### ABOUT THIS TASK
For each line below, check for "connections"; give only the total of lines where it occurs.

### PROVIDED DATA
»»

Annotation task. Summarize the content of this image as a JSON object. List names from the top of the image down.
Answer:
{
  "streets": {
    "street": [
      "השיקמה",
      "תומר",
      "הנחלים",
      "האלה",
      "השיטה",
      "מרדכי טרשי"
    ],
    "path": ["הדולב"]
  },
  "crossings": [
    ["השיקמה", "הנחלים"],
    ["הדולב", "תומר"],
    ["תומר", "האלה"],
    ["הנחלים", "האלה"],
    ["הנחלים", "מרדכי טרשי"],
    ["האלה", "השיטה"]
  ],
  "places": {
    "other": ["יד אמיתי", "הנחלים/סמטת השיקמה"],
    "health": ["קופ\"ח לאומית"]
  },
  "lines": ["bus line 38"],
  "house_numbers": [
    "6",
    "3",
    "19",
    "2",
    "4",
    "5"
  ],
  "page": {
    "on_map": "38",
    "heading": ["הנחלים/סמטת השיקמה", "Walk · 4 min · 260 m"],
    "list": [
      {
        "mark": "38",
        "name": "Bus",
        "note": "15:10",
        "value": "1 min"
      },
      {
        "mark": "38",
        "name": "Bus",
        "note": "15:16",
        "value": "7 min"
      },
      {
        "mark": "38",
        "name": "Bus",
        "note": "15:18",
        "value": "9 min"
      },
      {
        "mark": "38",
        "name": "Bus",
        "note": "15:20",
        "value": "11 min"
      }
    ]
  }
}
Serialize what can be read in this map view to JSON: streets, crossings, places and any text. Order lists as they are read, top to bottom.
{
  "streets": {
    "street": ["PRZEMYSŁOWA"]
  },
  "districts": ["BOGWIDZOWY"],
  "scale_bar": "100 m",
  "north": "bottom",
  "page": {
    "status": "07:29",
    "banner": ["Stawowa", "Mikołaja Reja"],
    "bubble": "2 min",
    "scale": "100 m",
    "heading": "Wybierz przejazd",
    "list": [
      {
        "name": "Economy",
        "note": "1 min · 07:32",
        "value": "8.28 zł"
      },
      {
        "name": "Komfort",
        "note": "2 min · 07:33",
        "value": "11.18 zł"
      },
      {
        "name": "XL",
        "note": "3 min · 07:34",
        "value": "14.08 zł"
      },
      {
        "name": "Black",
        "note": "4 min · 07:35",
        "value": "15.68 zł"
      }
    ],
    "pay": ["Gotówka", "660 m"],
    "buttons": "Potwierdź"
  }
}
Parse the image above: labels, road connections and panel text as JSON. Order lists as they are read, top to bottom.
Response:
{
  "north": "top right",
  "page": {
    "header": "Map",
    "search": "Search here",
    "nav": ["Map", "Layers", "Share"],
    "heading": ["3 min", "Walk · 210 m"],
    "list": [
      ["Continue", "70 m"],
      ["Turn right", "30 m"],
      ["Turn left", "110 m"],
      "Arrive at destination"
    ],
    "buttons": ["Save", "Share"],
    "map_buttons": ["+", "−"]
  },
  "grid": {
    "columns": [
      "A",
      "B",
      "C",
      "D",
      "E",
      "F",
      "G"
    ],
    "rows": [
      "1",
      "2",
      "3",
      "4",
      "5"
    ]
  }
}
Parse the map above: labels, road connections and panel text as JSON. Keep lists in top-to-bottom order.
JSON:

««

### RESULT OF THE EXERCISE
2